Exercise data below:

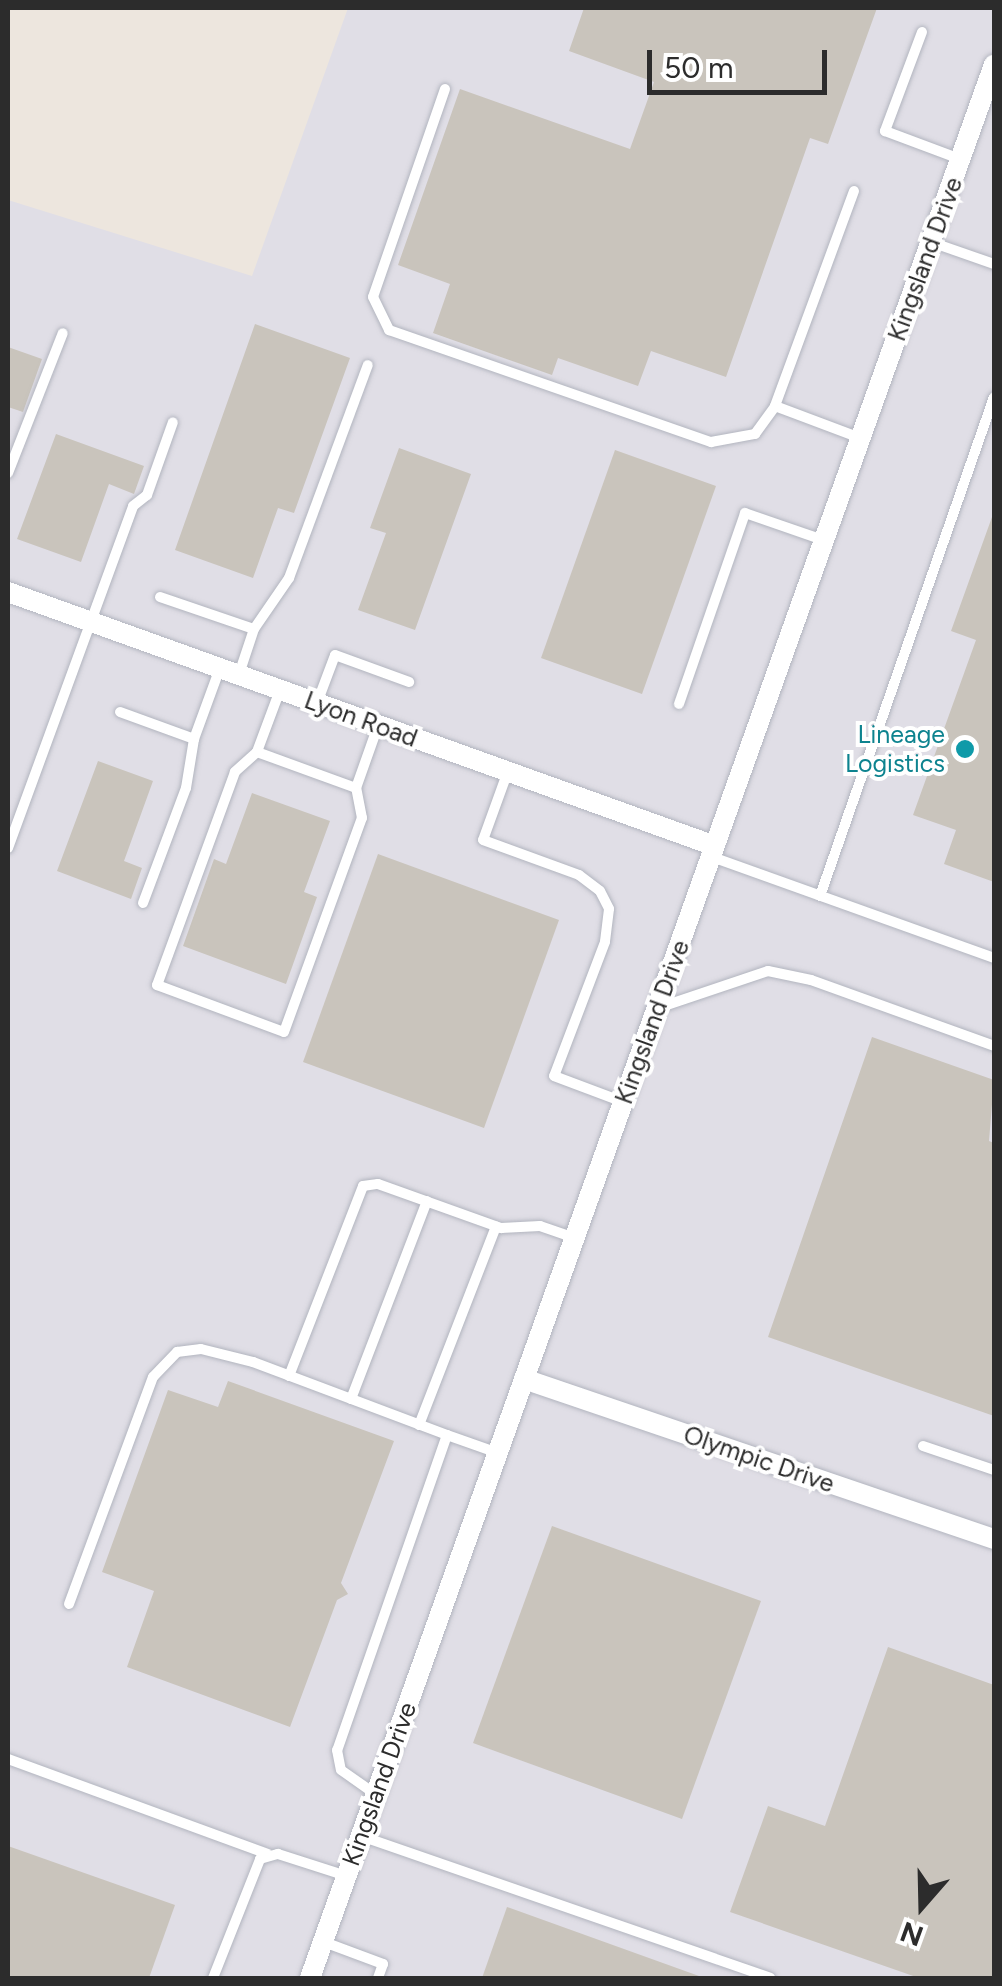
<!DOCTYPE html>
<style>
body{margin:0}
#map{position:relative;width:1002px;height:1986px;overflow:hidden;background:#ede6de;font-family:Figtree,sans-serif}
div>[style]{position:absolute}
.industrial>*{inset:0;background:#e0dee6}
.building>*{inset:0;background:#c9c4bc}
.roads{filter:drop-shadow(0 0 2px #b2b5bf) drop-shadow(0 0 2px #b2b5bf)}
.lane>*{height:10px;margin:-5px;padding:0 5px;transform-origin:5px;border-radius:5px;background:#fff}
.street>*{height:20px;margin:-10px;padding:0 10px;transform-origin:10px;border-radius:10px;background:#fff}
.dots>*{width:28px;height:28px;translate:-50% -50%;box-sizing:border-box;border:5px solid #fff;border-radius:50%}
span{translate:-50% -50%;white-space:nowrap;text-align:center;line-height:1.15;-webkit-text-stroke:8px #fff;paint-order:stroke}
.street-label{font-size:25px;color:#2c2c2c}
.culture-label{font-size:25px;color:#0d838f}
.right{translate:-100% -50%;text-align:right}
.frame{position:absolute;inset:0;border:10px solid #2c2c2c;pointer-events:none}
.north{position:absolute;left:872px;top:1856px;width:100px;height:100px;-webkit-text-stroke:8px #fff;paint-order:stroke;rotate:200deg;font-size:28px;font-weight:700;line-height:40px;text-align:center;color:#2c2c2c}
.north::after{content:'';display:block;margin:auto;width:35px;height:45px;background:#2c2c2c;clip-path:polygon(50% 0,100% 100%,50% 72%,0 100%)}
.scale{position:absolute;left:647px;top:50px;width:180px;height:45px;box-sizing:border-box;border:5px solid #2c2c2c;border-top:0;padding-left:12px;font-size:30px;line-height:35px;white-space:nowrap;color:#2c2c2c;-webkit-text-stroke:8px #fff;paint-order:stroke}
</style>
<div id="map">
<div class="industrial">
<div style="clip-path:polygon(348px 8px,994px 8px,994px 1978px,8px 1978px,8px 200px,252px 276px)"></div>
</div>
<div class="building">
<div style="clip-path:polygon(584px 8px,877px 8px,828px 144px,810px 138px,726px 377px,651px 351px,638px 386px,558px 358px,552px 375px,433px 333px,450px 284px,398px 265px,460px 89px,630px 149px,654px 82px,569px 51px)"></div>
<div style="clip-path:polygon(255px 324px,350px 358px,294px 513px,278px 508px,253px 578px,175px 550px)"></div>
<div style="clip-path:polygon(8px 347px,42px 359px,23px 412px,8px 407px)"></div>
<div style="clip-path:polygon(56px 434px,144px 466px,134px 494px,109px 484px,81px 562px,17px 539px)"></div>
<div style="clip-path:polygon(399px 448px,471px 474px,415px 630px,358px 610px,386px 533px,370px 528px)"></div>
<div style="clip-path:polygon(615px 450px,716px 486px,642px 694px,541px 658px)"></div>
<div style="clip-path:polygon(992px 517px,994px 518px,994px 882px,944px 864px,956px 830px,913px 815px,976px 640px,951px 631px)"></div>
<div style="clip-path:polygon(98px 761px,153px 781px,124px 861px,142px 868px,131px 899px,57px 871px)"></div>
<div style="clip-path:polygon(252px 793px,330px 821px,304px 892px,317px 897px,286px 984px,183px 946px,214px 859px,226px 864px)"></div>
<div style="clip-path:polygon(378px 854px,559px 920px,484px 1128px,303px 1062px)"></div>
<div style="clip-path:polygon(872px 1037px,994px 1080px,989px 1141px,994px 1143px,994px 1416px,768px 1337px)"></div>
<div style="clip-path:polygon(228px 1381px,394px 1441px,341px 1583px,348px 1594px,337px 1600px,290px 1727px,127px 1667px,154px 1591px,102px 1572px,168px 1390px,218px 1407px)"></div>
<div style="clip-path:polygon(552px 1526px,761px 1601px,682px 1819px,473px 1743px)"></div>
<div style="clip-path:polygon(888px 1647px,994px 1685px,994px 1978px,919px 1978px,730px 1912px,768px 1806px,825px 1826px)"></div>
<div style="clip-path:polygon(8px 1846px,175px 1905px,149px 1978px,8px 1978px)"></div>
<div style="clip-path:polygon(507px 1907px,699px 1976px,699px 1978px,482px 1978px)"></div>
</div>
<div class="roads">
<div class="lane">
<div style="left:922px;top:32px;width:106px;rotate:110.5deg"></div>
<div style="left:885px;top:131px;width:80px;rotate:20.5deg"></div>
<div style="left:445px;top:89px;width:220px;rotate:109.1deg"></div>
<div style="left:373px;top:297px;width:37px;rotate:64deg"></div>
<div style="left:389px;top:330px;width:341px;rotate:19.2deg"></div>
<div style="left:711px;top:442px;width:45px;rotate:-10.3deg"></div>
<div style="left:755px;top:434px;width:34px;rotate:-54deg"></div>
<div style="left:854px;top:191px;width:229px;rotate:110.2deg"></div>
<div style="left:775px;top:406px;width:91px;rotate:20.6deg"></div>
<div style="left:931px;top:242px;width:67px;rotate:19.2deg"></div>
<div style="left:8px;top:473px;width:150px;rotate:-68.6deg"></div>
<div style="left:160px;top:597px;width:99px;rotate:18.8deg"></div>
<div style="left:254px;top:629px;width:47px;rotate:108.4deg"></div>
<div style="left:254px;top:629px;width:62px;rotate:-55.5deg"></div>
<div style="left:289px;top:578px;width:227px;rotate:-69.7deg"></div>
<div style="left:280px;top:690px;width:66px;rotate:110.4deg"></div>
<div style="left:257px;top:752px;width:105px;rotate:20deg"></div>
<div style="left:356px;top:788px;width:66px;rotate:-70.5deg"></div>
<div style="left:317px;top:703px;width:51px;rotate:-69.4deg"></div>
<div style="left:335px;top:655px;width:79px;rotate:20deg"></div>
<div style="left:679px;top:704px;width:202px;rotate:-70.9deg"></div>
<div style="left:745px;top:513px;width:83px;rotate:19.1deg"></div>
<div style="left:120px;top:712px;width:79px;rotate:20deg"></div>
<div style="left:194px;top:739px;width:76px;rotate:-69.9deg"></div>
<div style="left:257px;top:752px;width:30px;rotate:138deg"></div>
<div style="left:235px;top:772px;width:227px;rotate:110.1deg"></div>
<div style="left:157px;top:985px;width:135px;rotate:20.3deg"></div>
<div style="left:284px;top:1032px;width:228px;rotate:-70deg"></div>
<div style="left:362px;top:818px;width:31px;rotate:-101deg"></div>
<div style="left:508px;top:771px;width:73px;rotate:109.9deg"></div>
<div style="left:483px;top:840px;width:102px;rotate:20deg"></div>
<div style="left:579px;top:875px;width:26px;rotate:37deg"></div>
<div style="left:600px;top:891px;width:20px;rotate:63deg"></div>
<div style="left:609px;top:909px;width:33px;rotate:97deg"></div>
<div style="left:605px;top:942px;width:143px;rotate:110.8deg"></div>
<div style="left:554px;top:1076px;width:74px;rotate:20.6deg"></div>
<div style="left:8px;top:848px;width:364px;rotate:-69.9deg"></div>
<div style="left:133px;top:506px;width:18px;rotate:-38deg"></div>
<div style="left:147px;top:495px;width:77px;rotate:-70.4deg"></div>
<div style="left:712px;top:857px;width:300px;rotate:19.7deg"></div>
<div style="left:820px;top:896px;width:528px;rotate:-70.78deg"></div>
<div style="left:143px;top:903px;width:123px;rotate:-69.5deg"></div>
<div style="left:186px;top:788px;width:50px;rotate:-80.7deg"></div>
<div style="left:658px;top:1008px;width:116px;rotate:-18.6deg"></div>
<div style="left:768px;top:971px;width:44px;rotate:11.8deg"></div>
<div style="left:811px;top:980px;width:195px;rotate:19.8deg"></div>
<div style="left:289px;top:1376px;width:204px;rotate:-68.7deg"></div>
<div style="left:363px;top:1186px;width:15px;rotate:-8deg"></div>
<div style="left:378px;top:1184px;width:131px;rotate:19.7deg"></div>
<div style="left:501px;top:1228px;width:39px;rotate:-3deg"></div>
<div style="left:540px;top:1226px;width:36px;rotate:19deg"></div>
<div style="left:351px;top:1399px;width:212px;rotate:-69deg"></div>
<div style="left:419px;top:1425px;width:213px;rotate:-68.8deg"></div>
<div style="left:447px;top:1435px;width:54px;rotate:19.4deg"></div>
<div style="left:923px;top:1446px;width:75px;rotate:18.7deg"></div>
<div style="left:69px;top:1604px;width:242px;rotate:-69.7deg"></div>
<div style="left:153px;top:1377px;width:35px;rotate:-46deg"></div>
<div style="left:177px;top:1352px;width:24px;rotate:-7deg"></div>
<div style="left:201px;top:1349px;width:54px;rotate:14deg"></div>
<div style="left:253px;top:1362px;width:207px;rotate:20.6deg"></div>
<div style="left:447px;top:1435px;width:334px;rotate:109.2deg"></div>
<div style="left:337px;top:1750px;width:20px;rotate:79deg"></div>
<div style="left:341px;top:1770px;width:42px;rotate:35.2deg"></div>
<div style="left:8px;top:1759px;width:276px;rotate:20.1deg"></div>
<div style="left:361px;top:1836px;width:433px;rotate:19.1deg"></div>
<div style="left:324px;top:1942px;width:63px;rotate:20.4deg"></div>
<div style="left:383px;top:1964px;width:15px;rotate:110deg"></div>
<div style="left:213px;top:1978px;width:128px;rotate:-68.4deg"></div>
<div style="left:260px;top:1859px;width:19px;rotate:-16deg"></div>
<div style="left:278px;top:1854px;width:72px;rotate:17.7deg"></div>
</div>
<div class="street">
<div style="left:8px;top:592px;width:751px;rotate:19.76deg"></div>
<div style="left:524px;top:1379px;width:496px;rotate:18.8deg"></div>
<div style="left:310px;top:1978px;width:2032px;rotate:-70.33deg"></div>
</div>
</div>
<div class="dots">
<div style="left:965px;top:749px;background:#0f9aa8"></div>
</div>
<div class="street-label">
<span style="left:925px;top:259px;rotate:-70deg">Kingsland Drive</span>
<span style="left:361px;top:719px;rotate:20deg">Lyon Road</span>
<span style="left:652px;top:1022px;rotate:-70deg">Kingsland Drive</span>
<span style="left:759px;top:1459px;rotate:19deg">Olympic Drive</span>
<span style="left:379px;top:1784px;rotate:-70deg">Kingsland Drive</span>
</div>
<div class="culture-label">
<span class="right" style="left:945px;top:749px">Lineage<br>Logistics</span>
</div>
<div class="frame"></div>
<div class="north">N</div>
<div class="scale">50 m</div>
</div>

End of Exercise data.

* Exercise
How many lines in the entries above hold the word "lane"? Reply with the number by itself.

* Answer box
2